Rien ne distingue ce monument pieux. Ni les savantes combinaisons de l’art, ni l’habile harmonie de grandioses proportions. Il est petit, étroit, presque imperceptible, comme les gens du pays se figurent la porte du ciel.

Humble entre les plus humbles, quelques murs le composent qui n’ont guère de remarquable que l’irrégularité même de leurs dimensions et un simple et bien modeste toit d’ardoises, surmonté d’une niche en guise de clocheton.

Vous qui aimez la pompe des décors, ne jetez pas les yeux dans l’intérieur de son enceinte. Sa pauvreté vous ferait peine par cela même que vous ne comprendriez pas tout ce qu’elle a de sublime — oubliant en cela, comme vous le faites trop souvent, hélas ! que le Christ a voulu naître dans une pauvre étable ; lui, qui eût pu, s’il eût voulu, recevoir le jour dans le plus somptueux palais des rois. — L’ivoire et le marbre, l’argent et l’or, les diamants et les perles fines, et tous ces métaux précieux que des hommes du Nord sont venus depuis arracher du sein de ses montagnes, l’Ossalois ne les connaissait guère ; disons mieux, les ignorait encore à l’époque où s’éleva cet oratoire.
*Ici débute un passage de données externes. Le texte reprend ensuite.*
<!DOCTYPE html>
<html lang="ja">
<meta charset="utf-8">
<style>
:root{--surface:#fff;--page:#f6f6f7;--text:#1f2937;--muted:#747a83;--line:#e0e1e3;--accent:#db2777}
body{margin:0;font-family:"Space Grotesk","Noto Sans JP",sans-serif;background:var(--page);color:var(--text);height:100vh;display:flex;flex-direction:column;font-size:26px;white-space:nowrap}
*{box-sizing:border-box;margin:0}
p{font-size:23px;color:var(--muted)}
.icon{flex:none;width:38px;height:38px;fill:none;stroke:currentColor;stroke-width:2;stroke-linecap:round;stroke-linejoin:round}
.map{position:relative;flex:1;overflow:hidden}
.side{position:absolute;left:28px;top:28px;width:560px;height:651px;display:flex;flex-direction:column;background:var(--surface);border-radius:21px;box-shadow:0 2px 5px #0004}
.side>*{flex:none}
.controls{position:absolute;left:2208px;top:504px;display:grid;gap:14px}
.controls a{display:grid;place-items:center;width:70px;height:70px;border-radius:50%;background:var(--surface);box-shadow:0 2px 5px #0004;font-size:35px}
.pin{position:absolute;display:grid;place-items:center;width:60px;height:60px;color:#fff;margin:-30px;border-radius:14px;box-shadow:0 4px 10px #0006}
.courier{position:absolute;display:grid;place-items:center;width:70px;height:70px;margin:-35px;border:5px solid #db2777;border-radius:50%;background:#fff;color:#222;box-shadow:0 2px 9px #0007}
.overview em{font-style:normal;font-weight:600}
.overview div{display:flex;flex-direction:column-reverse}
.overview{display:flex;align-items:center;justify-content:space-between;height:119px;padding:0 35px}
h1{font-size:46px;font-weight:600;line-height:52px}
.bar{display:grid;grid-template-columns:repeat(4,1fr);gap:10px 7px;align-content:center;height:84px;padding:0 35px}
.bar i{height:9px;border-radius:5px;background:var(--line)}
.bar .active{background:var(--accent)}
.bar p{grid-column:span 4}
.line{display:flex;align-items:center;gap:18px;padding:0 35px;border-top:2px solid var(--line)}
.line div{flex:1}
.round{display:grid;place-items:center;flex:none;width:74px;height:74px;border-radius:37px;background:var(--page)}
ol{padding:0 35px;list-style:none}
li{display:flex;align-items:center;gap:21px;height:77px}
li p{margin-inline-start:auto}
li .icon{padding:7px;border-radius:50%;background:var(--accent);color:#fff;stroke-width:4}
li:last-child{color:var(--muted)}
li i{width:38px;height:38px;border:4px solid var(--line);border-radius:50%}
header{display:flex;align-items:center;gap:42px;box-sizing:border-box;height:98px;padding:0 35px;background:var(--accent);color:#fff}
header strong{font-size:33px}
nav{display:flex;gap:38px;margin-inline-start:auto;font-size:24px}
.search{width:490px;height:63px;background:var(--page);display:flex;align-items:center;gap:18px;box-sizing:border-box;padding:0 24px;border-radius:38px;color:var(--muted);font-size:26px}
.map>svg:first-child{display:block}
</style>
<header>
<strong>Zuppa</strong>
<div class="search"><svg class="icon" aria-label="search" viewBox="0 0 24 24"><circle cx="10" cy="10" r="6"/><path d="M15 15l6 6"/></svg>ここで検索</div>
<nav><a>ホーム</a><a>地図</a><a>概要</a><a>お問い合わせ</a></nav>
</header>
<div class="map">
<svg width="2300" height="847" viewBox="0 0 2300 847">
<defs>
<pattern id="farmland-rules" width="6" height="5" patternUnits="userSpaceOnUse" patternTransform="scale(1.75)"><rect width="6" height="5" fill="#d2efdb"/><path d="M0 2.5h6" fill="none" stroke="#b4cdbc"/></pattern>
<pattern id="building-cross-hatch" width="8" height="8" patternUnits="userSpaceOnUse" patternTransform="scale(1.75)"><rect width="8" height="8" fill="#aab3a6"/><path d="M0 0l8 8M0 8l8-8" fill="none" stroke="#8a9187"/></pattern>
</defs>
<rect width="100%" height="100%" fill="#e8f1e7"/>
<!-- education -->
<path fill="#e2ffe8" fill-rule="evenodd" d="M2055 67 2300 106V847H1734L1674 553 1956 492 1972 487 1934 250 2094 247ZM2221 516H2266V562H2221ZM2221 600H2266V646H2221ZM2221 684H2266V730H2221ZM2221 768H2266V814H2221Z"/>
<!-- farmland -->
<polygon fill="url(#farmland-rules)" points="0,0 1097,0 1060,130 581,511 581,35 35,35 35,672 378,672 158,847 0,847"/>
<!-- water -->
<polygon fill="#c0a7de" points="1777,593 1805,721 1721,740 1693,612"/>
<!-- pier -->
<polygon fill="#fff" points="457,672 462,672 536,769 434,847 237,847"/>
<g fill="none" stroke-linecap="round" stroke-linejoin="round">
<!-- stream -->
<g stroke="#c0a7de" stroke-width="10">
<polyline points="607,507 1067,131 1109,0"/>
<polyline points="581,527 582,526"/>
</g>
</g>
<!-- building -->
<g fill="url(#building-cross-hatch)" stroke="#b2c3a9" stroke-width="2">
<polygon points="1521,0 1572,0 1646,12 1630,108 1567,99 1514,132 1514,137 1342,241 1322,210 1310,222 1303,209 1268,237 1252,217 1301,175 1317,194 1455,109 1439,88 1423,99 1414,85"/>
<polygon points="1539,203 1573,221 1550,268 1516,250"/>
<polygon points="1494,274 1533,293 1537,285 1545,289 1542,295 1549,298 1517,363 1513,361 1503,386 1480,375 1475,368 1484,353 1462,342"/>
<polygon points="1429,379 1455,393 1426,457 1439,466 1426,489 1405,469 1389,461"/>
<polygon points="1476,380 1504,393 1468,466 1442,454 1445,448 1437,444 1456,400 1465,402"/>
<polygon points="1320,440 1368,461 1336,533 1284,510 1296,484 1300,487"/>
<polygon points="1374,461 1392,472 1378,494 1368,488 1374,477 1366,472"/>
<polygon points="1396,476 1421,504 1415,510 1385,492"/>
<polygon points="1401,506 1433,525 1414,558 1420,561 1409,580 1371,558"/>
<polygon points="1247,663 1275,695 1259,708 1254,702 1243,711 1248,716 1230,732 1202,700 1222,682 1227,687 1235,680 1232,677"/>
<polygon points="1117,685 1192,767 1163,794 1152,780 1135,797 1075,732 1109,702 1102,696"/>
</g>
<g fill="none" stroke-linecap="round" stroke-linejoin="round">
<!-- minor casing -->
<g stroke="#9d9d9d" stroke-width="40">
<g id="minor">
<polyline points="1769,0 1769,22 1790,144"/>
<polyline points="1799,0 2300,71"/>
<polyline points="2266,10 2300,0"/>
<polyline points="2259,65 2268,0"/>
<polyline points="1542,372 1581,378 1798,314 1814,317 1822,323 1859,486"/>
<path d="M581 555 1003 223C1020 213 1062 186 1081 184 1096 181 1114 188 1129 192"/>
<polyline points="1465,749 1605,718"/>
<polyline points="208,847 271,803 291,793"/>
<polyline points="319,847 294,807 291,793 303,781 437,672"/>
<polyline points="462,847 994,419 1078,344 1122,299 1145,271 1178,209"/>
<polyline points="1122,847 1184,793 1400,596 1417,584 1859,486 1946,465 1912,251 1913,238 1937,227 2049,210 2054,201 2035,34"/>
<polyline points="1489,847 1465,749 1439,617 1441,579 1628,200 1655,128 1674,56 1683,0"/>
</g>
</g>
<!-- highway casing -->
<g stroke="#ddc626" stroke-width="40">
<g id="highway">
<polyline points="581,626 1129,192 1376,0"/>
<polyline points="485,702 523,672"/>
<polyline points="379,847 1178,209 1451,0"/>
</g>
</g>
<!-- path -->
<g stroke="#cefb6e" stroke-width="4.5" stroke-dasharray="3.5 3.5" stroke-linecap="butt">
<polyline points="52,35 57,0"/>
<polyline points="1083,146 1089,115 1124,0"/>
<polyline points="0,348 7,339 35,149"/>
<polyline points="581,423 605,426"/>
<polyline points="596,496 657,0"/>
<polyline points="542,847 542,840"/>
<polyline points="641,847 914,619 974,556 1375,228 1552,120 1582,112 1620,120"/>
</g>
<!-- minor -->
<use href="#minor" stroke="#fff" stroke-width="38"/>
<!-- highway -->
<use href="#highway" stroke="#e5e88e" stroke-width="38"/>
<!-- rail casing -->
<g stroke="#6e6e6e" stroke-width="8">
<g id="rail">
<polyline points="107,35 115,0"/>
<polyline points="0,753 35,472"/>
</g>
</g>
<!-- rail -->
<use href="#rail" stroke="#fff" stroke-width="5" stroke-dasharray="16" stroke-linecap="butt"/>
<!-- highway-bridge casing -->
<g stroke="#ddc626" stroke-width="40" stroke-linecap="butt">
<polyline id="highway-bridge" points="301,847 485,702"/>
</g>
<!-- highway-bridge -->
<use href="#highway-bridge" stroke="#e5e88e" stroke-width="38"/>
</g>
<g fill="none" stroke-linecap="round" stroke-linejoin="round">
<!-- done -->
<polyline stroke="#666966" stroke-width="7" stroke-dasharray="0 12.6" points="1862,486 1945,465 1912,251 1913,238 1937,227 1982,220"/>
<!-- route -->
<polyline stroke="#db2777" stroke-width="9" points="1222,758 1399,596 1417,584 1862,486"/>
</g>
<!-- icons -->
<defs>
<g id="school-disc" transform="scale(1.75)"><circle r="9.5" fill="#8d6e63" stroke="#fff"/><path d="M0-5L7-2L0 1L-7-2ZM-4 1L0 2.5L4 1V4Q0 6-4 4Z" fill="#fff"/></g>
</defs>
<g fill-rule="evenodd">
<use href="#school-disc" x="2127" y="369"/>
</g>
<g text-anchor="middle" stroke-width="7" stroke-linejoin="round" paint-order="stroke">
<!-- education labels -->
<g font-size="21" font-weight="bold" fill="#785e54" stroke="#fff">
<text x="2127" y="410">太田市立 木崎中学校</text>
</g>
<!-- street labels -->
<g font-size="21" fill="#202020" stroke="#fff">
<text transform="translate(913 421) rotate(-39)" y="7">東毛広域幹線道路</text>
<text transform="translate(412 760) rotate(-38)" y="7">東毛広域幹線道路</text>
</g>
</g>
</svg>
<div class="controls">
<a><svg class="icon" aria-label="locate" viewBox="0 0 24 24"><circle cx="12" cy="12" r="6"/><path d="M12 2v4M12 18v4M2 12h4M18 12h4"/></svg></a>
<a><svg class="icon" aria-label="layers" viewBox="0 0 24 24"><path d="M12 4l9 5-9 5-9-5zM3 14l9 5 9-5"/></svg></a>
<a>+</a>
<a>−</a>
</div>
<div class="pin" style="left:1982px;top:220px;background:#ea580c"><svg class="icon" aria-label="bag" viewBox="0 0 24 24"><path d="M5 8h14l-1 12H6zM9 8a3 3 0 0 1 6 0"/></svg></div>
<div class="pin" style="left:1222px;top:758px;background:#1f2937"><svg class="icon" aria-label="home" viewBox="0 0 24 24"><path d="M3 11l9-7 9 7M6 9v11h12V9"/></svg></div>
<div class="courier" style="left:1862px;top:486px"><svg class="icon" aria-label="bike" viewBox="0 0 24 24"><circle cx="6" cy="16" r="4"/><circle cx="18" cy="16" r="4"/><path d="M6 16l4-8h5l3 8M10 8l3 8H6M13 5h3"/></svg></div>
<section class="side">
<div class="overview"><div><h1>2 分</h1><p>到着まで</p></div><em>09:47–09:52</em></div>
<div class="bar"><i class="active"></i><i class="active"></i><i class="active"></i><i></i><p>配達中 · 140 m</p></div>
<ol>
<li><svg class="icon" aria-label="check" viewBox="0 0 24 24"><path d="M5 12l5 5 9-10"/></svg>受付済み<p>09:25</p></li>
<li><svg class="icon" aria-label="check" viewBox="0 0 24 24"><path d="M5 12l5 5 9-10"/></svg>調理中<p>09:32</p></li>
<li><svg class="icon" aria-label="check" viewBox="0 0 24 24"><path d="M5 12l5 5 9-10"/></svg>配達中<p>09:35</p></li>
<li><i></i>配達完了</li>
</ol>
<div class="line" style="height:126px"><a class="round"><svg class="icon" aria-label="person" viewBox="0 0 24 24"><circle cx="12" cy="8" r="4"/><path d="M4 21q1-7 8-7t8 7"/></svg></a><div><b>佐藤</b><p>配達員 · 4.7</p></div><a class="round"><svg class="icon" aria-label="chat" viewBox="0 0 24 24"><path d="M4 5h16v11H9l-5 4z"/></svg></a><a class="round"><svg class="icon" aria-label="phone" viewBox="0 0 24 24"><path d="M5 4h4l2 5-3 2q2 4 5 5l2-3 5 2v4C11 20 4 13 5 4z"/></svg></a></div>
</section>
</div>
Puis, comme l’instinct qui le guide toujours n’a pas manqué de lui dire tout bas qu’une humble chapelle s’harmoniserait bien mieux avec de pauvres chaumines qu’un de ces ambitieux monuments qui demandent des sommes folles pour leur entretien, il s’en est tout simplement allé par les chemins creux, conduisant laborieusement sa charrette et piquant ses bœufs, demander au roc son granit ; à la montagne, ses chênes les plus beaux. Lui-même, il a sacrifié sans hésiter ceux qui depuis des siècles ombrageaient le toit de ses pères, les vieux compagnons des jeux de son enfance, les témoins discrets de ses premières folies. Courses, peines, travaux, sacrifices, il n’a rien épargné du moment que c’était pour Dieu, et si tout ce qu’il avait fait n’avait point suffi, sa gerbe de la moisson nouvelle, soyez en bien sûr, n’eût pas plus fait défaut au monument inachevé que le denier de la veuve.

Ainsi que ses aïeux, l’Ossalois est encore pauvre, mais comme eux, croyant aussi et surtout pieusement fidèle aux traditions du passé.
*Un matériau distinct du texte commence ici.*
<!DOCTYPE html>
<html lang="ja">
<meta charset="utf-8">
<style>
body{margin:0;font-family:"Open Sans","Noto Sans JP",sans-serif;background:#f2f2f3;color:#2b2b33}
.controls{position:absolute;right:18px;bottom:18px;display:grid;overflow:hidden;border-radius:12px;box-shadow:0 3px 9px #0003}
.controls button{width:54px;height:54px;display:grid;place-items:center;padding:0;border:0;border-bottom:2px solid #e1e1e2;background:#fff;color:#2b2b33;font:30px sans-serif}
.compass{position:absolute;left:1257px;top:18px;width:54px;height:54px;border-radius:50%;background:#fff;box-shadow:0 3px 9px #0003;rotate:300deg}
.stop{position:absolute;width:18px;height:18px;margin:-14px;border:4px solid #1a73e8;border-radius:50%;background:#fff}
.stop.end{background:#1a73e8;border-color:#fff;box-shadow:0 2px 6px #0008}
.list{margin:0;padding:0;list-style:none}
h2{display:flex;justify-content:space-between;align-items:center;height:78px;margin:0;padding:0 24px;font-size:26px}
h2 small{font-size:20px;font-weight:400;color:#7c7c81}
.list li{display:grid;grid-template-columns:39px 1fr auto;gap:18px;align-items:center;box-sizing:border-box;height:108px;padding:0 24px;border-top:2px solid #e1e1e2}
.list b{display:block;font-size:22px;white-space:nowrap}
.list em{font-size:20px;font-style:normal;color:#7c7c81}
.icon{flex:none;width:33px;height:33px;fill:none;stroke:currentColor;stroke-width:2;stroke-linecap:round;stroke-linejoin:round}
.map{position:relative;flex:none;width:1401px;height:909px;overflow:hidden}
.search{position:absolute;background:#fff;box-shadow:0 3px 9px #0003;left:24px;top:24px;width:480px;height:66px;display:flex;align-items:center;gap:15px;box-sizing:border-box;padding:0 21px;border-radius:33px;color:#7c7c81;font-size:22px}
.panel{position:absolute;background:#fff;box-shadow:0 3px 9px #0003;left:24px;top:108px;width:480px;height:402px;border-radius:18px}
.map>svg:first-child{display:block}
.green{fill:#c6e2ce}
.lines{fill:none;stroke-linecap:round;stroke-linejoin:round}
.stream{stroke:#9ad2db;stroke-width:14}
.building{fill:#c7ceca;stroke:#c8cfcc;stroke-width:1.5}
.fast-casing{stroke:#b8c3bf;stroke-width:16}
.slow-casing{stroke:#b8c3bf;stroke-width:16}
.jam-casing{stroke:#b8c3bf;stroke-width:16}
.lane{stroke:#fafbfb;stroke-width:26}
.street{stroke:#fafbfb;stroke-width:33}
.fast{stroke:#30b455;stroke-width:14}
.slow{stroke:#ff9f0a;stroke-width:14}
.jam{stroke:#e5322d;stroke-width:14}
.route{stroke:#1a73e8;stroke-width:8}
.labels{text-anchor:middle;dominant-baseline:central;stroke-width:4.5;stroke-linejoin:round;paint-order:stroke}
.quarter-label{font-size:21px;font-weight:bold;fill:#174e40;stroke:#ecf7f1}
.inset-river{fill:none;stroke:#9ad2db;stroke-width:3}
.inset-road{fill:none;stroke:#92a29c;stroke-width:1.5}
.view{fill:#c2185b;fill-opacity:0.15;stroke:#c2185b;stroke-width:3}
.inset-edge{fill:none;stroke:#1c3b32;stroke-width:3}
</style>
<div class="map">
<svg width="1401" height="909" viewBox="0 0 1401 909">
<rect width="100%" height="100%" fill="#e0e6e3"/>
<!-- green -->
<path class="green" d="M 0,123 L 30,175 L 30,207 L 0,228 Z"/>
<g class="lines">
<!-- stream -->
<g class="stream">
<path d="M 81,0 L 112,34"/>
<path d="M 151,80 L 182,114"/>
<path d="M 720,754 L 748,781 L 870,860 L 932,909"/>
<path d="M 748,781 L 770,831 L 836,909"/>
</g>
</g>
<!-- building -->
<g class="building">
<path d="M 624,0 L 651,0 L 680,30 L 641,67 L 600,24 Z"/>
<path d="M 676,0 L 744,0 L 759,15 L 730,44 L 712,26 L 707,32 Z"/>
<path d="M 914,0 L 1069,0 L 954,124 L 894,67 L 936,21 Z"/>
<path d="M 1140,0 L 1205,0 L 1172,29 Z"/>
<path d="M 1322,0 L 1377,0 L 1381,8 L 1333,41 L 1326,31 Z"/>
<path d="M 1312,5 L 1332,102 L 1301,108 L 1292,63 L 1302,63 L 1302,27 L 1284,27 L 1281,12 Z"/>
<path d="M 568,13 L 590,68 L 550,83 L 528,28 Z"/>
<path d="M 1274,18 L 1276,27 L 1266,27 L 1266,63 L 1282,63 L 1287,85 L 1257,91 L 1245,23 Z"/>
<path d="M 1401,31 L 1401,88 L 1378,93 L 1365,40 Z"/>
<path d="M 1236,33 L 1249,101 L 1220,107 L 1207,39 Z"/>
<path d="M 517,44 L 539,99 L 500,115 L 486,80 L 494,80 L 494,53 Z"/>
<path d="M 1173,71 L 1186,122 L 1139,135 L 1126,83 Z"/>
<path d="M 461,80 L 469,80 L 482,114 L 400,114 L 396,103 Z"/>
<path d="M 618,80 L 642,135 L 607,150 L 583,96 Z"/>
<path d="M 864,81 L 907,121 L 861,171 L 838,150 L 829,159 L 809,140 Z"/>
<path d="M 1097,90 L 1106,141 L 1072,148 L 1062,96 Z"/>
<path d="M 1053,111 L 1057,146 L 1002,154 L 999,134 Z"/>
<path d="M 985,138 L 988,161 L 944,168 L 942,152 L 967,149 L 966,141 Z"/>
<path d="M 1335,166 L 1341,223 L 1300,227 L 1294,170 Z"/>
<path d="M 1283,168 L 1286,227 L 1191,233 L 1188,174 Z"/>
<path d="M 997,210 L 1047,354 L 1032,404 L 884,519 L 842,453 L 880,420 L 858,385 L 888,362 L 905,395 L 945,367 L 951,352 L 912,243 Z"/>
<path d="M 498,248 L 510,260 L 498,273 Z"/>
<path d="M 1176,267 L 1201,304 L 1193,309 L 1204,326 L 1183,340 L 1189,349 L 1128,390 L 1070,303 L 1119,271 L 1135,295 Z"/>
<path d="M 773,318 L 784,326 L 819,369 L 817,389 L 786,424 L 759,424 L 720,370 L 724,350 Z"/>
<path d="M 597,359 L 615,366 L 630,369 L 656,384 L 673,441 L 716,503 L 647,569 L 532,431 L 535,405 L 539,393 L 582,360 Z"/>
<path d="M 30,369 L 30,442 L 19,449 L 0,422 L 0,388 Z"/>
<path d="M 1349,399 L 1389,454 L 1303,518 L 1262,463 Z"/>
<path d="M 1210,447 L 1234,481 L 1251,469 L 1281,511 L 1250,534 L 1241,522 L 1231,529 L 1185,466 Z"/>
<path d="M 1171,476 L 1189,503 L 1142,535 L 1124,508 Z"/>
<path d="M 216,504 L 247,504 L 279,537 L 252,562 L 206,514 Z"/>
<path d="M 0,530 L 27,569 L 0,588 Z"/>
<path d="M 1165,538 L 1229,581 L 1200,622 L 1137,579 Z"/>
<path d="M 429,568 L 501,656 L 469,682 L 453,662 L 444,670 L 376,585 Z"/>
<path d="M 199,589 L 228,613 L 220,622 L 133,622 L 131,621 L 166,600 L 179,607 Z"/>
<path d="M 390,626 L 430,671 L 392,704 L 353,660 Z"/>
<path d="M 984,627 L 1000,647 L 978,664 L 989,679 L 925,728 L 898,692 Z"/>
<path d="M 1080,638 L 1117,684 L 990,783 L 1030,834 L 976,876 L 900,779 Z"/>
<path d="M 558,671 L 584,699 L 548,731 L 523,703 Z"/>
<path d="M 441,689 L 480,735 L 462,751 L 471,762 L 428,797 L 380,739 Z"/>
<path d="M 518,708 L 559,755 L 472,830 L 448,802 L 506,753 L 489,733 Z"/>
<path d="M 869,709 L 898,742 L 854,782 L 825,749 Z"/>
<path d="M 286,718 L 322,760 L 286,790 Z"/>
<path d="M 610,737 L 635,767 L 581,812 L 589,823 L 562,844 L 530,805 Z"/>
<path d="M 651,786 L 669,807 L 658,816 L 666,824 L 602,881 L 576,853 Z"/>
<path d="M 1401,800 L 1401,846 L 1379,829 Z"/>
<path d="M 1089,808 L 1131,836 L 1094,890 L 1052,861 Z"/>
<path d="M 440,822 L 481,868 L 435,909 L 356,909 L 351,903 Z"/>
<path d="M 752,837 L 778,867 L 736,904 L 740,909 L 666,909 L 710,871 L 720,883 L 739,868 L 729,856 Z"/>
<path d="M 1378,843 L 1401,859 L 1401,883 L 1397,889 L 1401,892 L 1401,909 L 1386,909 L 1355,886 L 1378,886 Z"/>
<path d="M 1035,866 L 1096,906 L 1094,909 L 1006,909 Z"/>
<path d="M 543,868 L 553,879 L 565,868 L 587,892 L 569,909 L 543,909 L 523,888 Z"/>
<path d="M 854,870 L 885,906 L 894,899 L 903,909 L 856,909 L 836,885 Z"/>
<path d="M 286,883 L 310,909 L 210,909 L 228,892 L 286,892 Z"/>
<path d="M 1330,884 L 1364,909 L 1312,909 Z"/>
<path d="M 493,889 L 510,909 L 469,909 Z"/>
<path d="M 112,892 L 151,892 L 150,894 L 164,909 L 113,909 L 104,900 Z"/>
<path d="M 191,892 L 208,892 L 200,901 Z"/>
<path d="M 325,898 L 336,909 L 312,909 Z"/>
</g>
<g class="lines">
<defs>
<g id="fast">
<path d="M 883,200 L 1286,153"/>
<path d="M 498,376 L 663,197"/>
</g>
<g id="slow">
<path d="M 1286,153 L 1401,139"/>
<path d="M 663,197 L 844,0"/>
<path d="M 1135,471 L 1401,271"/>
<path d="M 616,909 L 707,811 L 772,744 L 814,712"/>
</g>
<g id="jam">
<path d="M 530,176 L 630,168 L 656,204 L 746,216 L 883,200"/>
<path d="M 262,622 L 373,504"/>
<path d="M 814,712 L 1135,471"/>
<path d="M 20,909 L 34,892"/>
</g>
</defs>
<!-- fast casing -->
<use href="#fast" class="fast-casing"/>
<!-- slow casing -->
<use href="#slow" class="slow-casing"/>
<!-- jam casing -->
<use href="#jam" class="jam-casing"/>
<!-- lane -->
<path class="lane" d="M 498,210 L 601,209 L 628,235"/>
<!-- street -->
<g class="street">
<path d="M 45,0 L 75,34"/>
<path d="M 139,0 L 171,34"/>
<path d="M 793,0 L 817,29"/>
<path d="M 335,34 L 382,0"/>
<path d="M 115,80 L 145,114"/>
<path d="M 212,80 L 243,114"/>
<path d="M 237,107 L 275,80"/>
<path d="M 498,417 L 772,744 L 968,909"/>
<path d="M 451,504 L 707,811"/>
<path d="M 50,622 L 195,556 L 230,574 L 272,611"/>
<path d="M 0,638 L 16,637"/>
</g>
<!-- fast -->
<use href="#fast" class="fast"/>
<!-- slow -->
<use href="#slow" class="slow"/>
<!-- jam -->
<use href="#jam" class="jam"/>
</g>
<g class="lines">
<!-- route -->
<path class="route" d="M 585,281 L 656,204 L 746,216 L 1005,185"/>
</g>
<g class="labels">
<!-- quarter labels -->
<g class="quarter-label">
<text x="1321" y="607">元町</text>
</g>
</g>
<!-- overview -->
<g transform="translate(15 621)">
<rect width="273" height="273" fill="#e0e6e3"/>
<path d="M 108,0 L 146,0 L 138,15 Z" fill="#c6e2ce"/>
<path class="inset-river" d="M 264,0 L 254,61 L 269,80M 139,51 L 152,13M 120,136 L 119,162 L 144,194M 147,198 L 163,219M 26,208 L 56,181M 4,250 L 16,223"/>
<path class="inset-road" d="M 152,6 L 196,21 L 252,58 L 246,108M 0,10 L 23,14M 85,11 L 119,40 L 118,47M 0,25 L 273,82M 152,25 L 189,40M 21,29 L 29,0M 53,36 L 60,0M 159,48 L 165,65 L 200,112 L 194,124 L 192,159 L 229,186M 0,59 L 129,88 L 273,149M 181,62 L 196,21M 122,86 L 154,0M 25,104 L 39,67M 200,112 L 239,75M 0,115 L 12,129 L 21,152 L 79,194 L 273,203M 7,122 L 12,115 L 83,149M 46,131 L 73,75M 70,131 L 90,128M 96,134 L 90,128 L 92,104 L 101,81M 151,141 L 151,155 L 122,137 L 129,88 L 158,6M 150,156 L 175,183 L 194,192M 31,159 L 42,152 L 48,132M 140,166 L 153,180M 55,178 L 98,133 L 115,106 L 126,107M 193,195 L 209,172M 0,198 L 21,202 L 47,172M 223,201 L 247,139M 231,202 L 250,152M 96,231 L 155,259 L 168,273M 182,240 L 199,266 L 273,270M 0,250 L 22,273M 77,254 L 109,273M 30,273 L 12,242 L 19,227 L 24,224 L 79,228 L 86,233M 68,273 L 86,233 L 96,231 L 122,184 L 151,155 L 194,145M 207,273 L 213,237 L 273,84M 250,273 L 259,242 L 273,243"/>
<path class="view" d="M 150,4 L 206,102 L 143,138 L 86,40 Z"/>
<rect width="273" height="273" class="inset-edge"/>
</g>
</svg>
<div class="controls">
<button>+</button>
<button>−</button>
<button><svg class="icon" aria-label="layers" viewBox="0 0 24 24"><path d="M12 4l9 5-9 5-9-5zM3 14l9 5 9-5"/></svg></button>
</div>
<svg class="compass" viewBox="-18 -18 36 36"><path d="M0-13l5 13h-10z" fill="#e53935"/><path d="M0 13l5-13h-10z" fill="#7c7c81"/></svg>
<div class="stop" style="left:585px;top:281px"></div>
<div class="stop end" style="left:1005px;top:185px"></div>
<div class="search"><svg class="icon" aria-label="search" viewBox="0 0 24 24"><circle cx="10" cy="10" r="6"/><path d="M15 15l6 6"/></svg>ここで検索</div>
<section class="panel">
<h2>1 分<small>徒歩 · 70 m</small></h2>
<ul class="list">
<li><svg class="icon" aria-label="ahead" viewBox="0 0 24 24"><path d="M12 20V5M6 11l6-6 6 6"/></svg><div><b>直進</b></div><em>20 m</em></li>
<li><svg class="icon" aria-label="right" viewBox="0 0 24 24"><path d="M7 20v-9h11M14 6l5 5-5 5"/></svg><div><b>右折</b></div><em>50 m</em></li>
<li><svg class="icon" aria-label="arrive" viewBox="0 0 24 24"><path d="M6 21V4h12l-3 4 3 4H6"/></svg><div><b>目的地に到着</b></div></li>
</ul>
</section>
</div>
Ailleurs la mémoire des hommes et des grandes choses qu’ils ont faites, chez lui la mémoire de Dieu et de ses miracles. En voulez-vous un témoignage authentique, la preuve la plus éloquente, la plus irrécusable, un fait ? Le voici :

Regardez à l’angle de jonction des routes, aux confins des territoires des villages, dans les défilés périlleux, au pied des collines rocailleuses, que tapisse la pourpre flétrie des bruyères, le long de ces ruisseaux si gais, si murmurants, si limpides, qui roulent en babillant sur leur lit de galets, au bord des précipices ou des abîmes, partout enfin, et vous verrez s’élever de tous côtés de petites chapelles, des croix ou d’autres monuments de la foi, simples, grossièrement taillés souvent, mais devant lesquels on ne peut s’empêcher de s’arrêter respectueusement, parce que, quelque sceptique que l’on puisse être, toute conviction profonde vous émeut toujours malgré vous, tandis qu’on passe souvent le plus indifféremment du monde devant une colonne de bronze ou une statue de marbre magnifiques, appelées à faire revivre de glorieux mais profanes souvenirs. Qui ne sait que, plus d’une fois, frappé d’une terreur salutaire à l’aspect des signes religieux, le brigand laissa tomber son bras prêt à commettre lâchement un crime ?

Qui ne sait encore que la vue de ces mêmes signes pieux a bien des fois arrêté dans le délire, qui les portait au suicide, des malheureux que le désespoir égarait ?

En ce modeste sanctuaire, sur un autel presque nu, trône une vierge, la Madone d’Ossau, Notre-Dame d’Ossau, Notre-Dame de Layguelade.

Elle est là, sans éclat, sans ces brillantes parures que l’on retrouve partout ; mais son auréole rayonne au fond de tous les cœurs. Quel Ossalois n’a, pour sa patronne, un amour enthousiaste, un respect profond, une confiance sans limites ! Voyez se découvrir avec empressement ces montagnards qui passent. — Quel air d’émouvant respect chez les plus vieux surtout, inclinant leurs belles têtes aux grands fronts dénudés, aux longs cheveux d’argent, taillés encore comme il y a trois siècles. — Si leur démarche est empressée, ils la ralentiront ; si leur conversation est animée, ils l’interrompront, pour adresser une courte et pieuse invocation à leur mère commune, à leur infaillible protectrice.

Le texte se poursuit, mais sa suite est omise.